A full investigation has been launched into flaring at a Fife chemical plant after scores of complaints.
The Scottish Environment Protection Agency (Sepa) has branded last week’s episode at the Mossmorran complex “a prolonged and unsatisfactory situation” and pledged to consider if any further controls should be imposed on operators Shell and ExxonMobil.
It will also look into whether enforcement action is necessary in the wake of the incident.
People living near the Fife Ethylene Plant were alarmed to see thick, black smoke belching from its chimney on Sunday, following several days of flaring which lit up the sky for miles around.
Loud vibrations also caused houses to shake.
ExxonMobil has apologised for the incidents and said it would co-operate fully with Sepa’s investigations.
A spokesman said the first occurred as a result of a pump failure and the second unrelated incident was due to a temporary interruption of the gas feed from a supplier.
Local politicians have welcomed Sepa’s intervention and called for its findings to be made public.
MSP Alex Rowley said however that he would continue to push the Scottish Government for an independent review of the workings, processes and condition of the plant.
“This is an old plant and the amount of incidents where emergency flaring is required is on the increase,” he said.

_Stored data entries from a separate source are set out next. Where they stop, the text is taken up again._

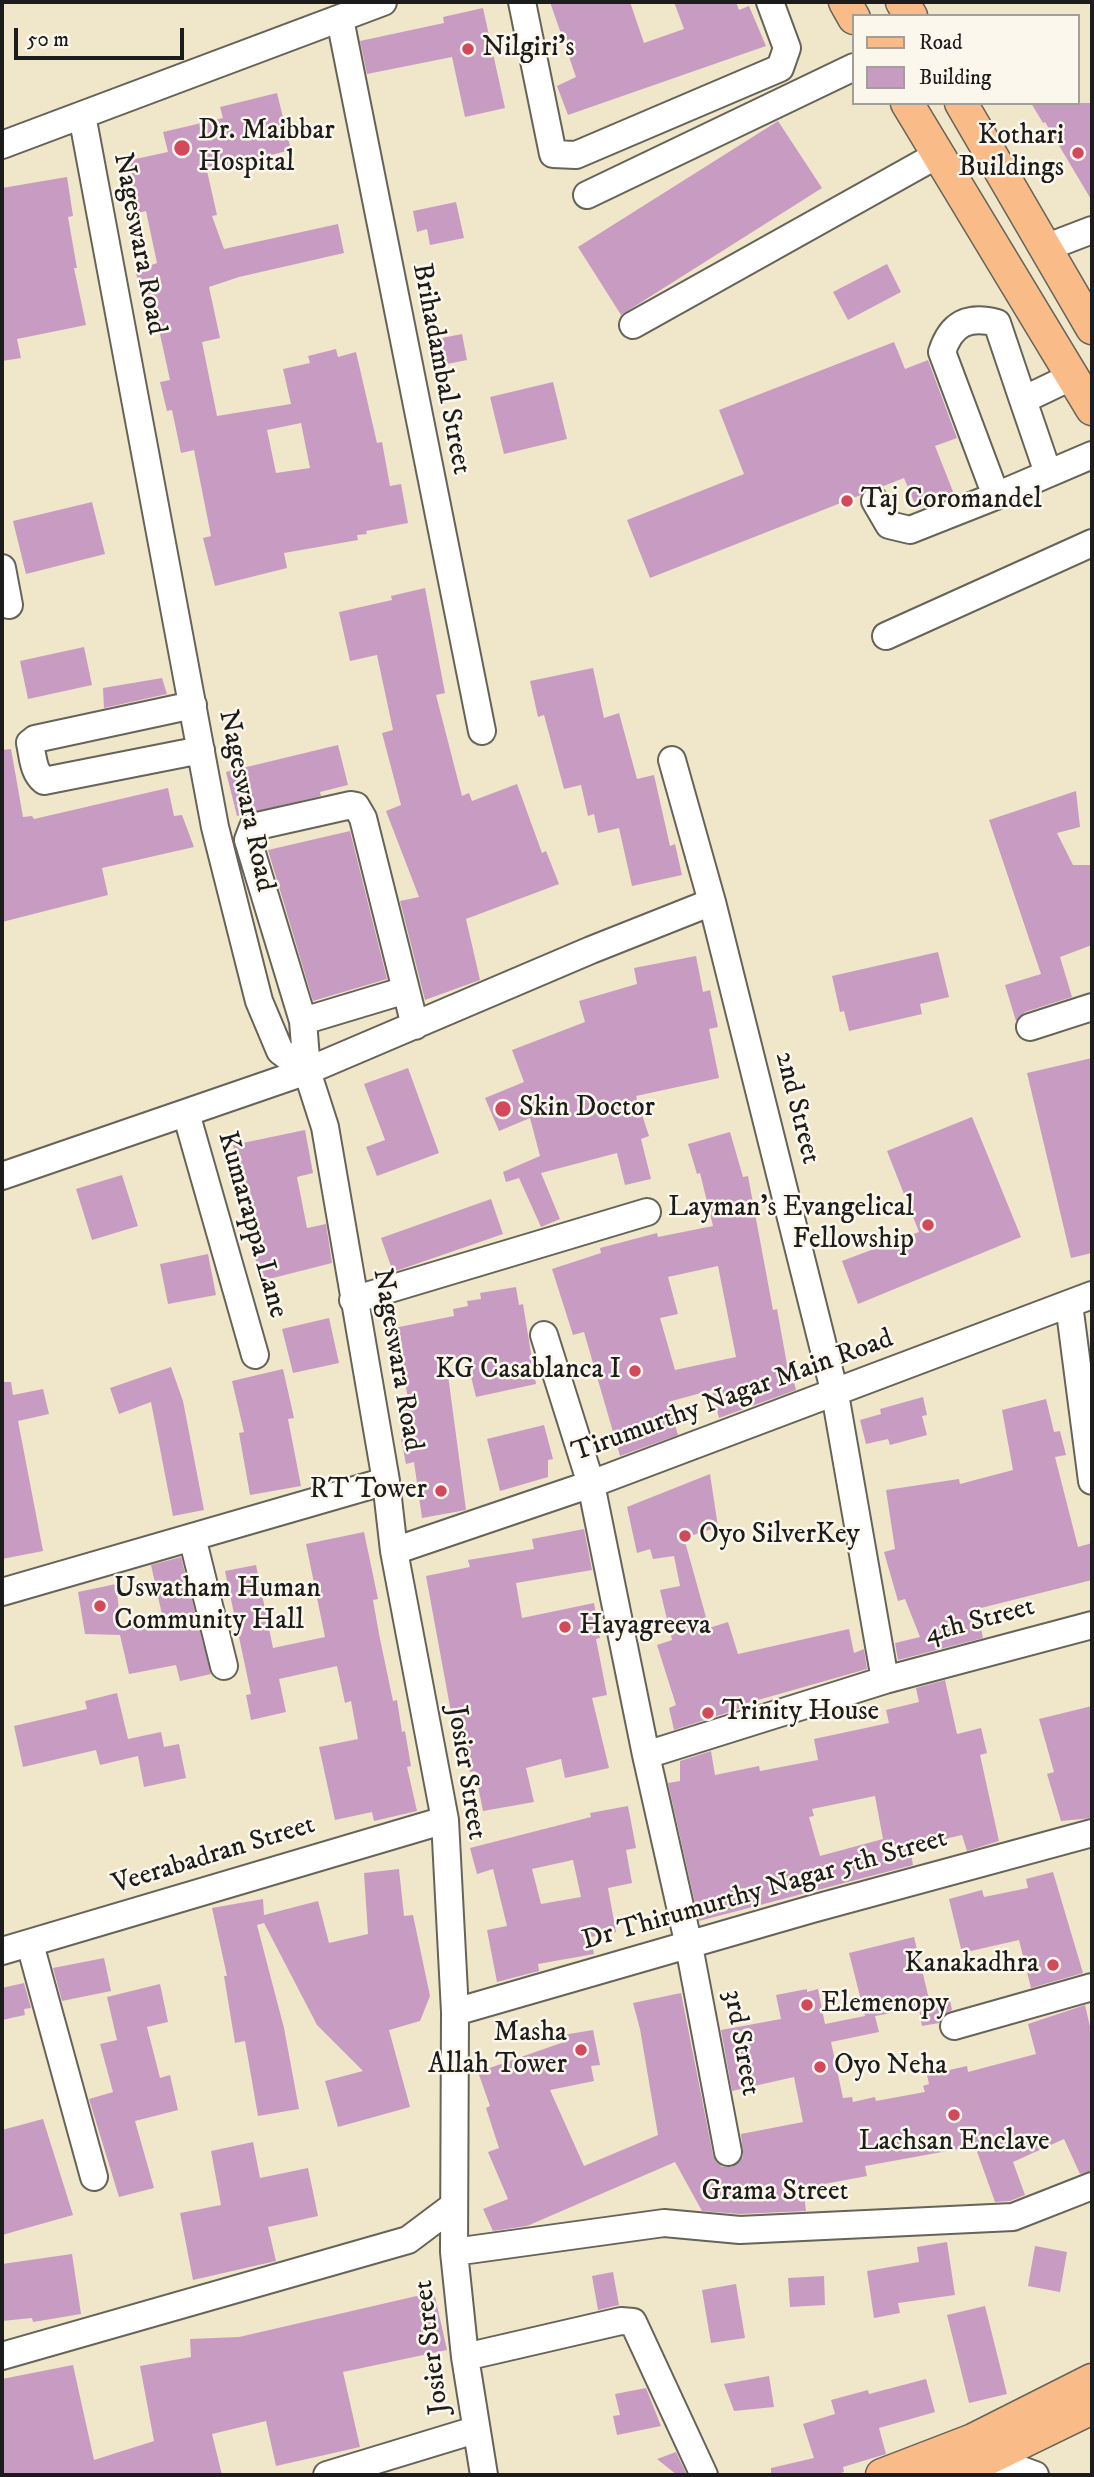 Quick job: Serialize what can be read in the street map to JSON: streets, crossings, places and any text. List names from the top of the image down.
{
  "streets": {
    "street": [
      "Nageswara Road",
      "Brihadambal Street",
      "2nd Street",
      "Kumarappa Lane",
      "Tirumurthy Nagar Main Road",
      "4th Street",
      "Josier Street",
      "Veerabadran Street",
      "Dr Thirumurthy Nagar 5th Street",
      "3rd Street",
      "Grama Street"
    ]
  },
  "crossings": [
    ["Nageswara Road", "Kumarappa Lane"],
    ["Nageswara Road", "Josier Street"],
    ["2nd Street", "Kumarappa Lane"],
    ["2nd Street", "Tirumurthy Nagar Main Road"],
    ["2nd Street", "4th Street"],
    ["Tirumurthy Nagar Main Road", "Josier Street"],
    ["Tirumurthy Nagar Main Road", "3rd Street"],
    ["4th Street", "3rd Street"],
    ["Josier Street", "Veerabadran Street"],
    ["Josier Street", "Dr Thirumurthy Nagar 5th Street"],
    ["Josier Street", "Grama Street"],
    ["Dr Thirumurthy Nagar 5th Street", "3rd Street"]
  ],
  "places": [
    "Nilgiri's",
    "Dr. Maibbar Hospital",
    "Kothari Buildings",
    "Taj Coromandel",
    "Skin Doctor",
    "Layman's Evangelical Fellowship",
    "KG Casablanca I",
    "RT Tower",
    "Oyo SilverKey",
    "Uswatham Human Community Hall",
    "Hayagreeva",
    "Trinity House",
    "Kanakadhra",
    "Elemenopy",
    "Masha Allah Tower",
    "Oyo Neha",
    "Lachsan Enclave"
  ],
  "legend": ["Road", "Building"],
  "scale_bar": "50 m"
}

Meanwhile, NHS Fife has urged local people suffering symptoms they believe to be related to the flaring to seek help.
Consultant in public health, Dr Chris McGuigan, said: “We already know of at least one instance where emission of black smoke from flaring at Mossmorran exceeded the 15 minute limit imposed as an operating condition, and we are pleased that Sepa has committed to a full investigation.
“We are also hearing people have been experiencing a range of symptoms which they relate to the flaring, such as breathing difficulties, irritated eyes and even disturbed sleep due to the noise accompanying the flaring.
“Clearly this is a distressing and worrying situation for the community and we would advise anyone experiencing symptoms that they believe may be related to the flaring to get help from their local pharmacist,the NHS Inform website or NHS 24.
“Symptoms are likely to be short lived but if they persist see your GP.”
Apologising for the flaring, a spokesman for ExxonMobil said the company always aimed to keep incidents to a minimum.
“We recognise that flaring is a cause of concern and inconvenience to our neighbours and make every effort to return to normal operation as soon as possible,” he said.
He added that many years of rigorous testing by independent consultants showed the ExxonMobil faciities had no significant impact on air quality and that the plant posed no significant risk to the health of the local community.